While pattern analysis is not a definitive proof of interaction (one would have to do an experiment to determine the real cause of the patterns), it is useful as a means of generating testable hypotheses about the interactions between trees. We will take an experimental look at the interaction among plants in another lab. In addition, we must remember that spatial pattern is important to all populations, without regards to the organisms that comprise the population. The antlion pictured above digs a pit and lies in wait at the bottom to eat whatever smaller insect falls into the pit and can't climb out. The pattern of other antlion pits in the neighborhood has a strong impact on the number of prey the antlion will get.

Gathering the Data:

Sampling Design:

When confronted with an object of study as large as a forest, or even a single species within the forest, it is rare that one can census the entire population. Therefore, what one must do is sample a subset of the entire population and draw conclusions about the whole from the sample. There are many ways to do this, and we will look at two today, quadrat sampling and transect sampling. Quadrat sampling subdivides the area into smaller blocks (= quadrats) and samples some of them. Transect sampling (of which there are many versions such as linear intercept, point-quarter, and the one we will use today, nearest-neighbor) samples only those individuals that occur at pre-determined points along a line(s) (= transect(s)) drawn through the sampling area.

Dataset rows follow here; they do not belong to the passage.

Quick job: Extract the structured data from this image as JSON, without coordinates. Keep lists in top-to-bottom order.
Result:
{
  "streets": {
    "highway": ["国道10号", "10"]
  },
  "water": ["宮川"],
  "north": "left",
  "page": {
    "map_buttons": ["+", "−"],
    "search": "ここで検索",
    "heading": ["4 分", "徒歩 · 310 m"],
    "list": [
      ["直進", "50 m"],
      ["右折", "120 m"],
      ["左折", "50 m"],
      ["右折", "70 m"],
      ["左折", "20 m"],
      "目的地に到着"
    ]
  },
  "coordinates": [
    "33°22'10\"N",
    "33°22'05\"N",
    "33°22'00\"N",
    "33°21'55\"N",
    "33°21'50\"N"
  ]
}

A second consideration is whether or not one should stratify the sampling area. Unstratified sampling treats the entire area as unchanging or all individuals as equals. This might be true in cases where the there is little change in elevation or soil type within the area or in cases where individuals of all species and ages have similar resource requirements. Many times, one can easily see that there is a change in elevation or one may have a map of soil types within the area. There may be a physical feature which can obviously affect one side of the area of interest more than another (such as a river along one side). Mature individuals may use different resources than immatures or species may have different resource requirements. When this occurs, one can choose to stratify the sample, which means to subdivide the sampling so that some samples are taken from each of the different strata (low and high elevations, chalky and loamy soils, wet and dry soils, large and small individuals, different species). We will stratify our sampling into just two categories of trees: canopy trees and understory trees.

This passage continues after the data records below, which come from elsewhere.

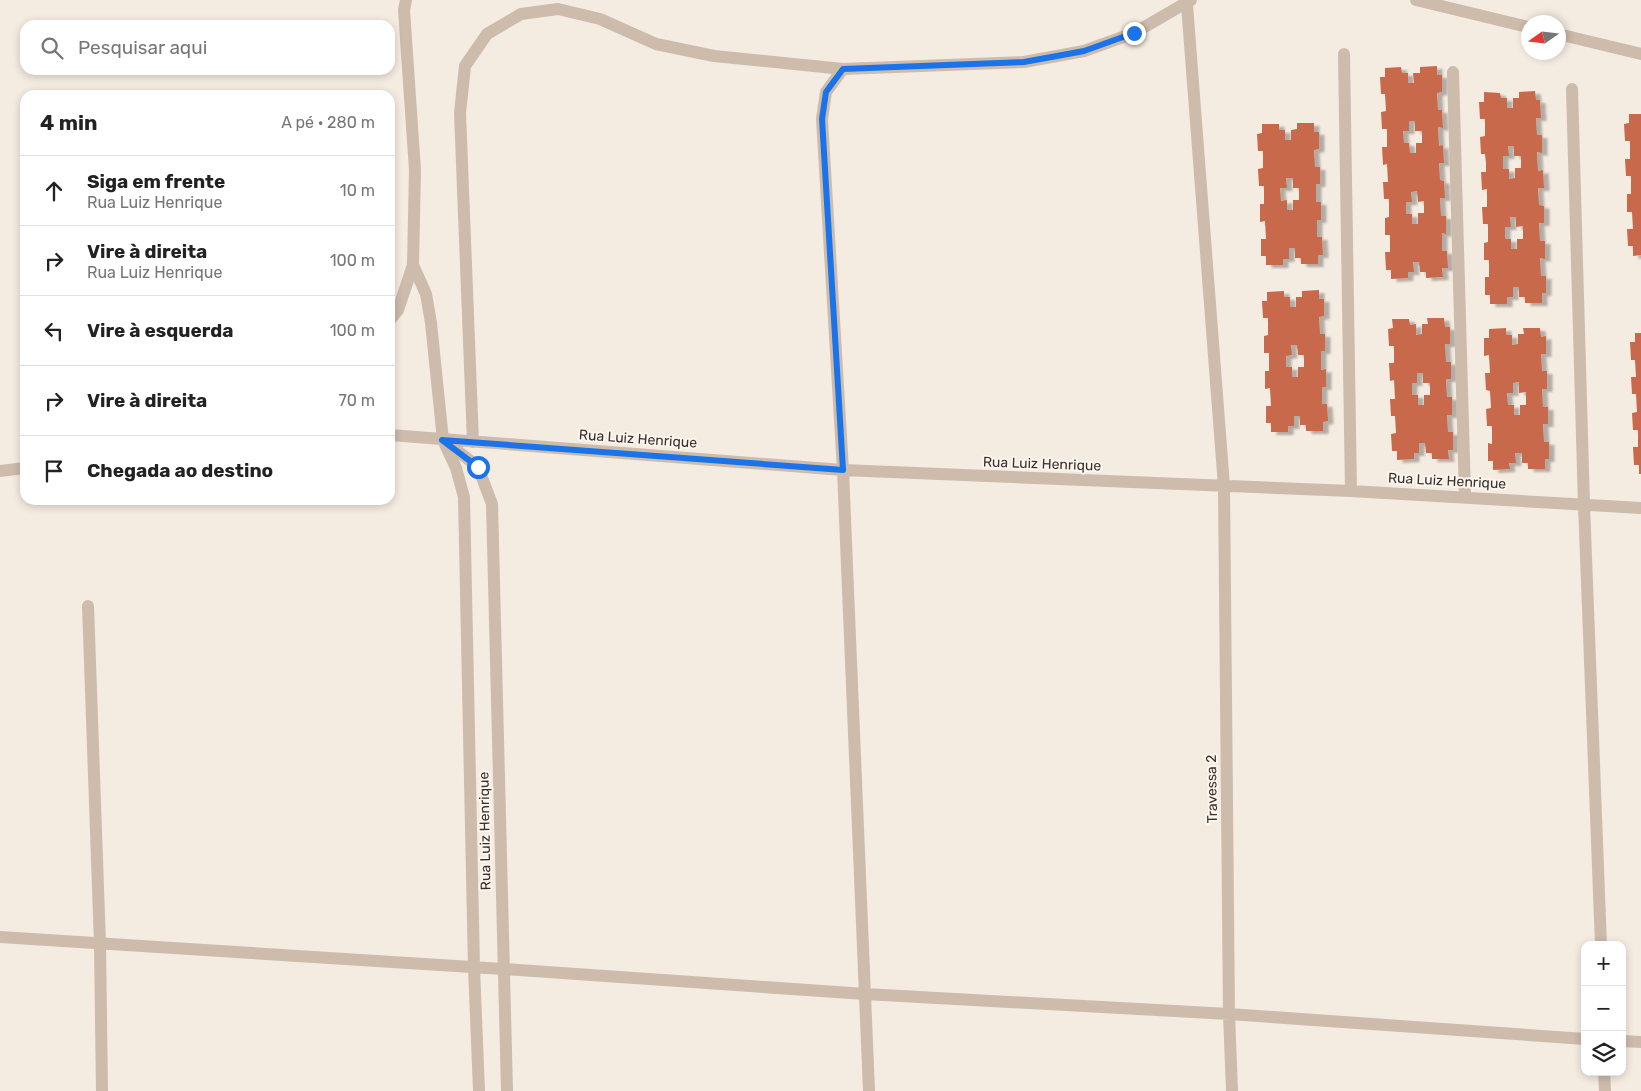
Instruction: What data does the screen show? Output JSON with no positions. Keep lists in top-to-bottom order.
{
  "streets": {
    "street": ["Rua Luiz Henrique", "Travessa 2"]
  },
  "crossings": [
    ["Rua Luiz Henrique", "Travessa 2"]
  ],
  "north": "left",
  "page": {
    "search": "Pesquisar aqui",
    "heading": ["4 min", "A pé · 280 m"],
    "list": [
      ["Siga em frente", "Rua Luiz Henrique", "10 m"],
      ["Vire à direita", "Rua Luiz Henrique", "100 m"],
      ["Vire à esquerda", "100 m"],
      ["Vire à direita", "70 m"],
      "Chegada ao destino"
    ],
    "map_buttons": ["+", "−"]
  }
}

Quadrat Sampling of a Forest:

One must make four decisions about quadrats.

How large should they be?

This is a practical decision. The quadrat must be large enough so that more than one individual can reasonably fit into it and not so large that one can not count enough quadrats to adequately sample the population or forest. We will make our quadrats 12 m by 20 m.

How many are to be sampled?

Once again, this is a practical decision. There are eight groups in the class, and each will sample two quadrats for a total of 16 for the class.

How are we to count the individuals within a quadrat?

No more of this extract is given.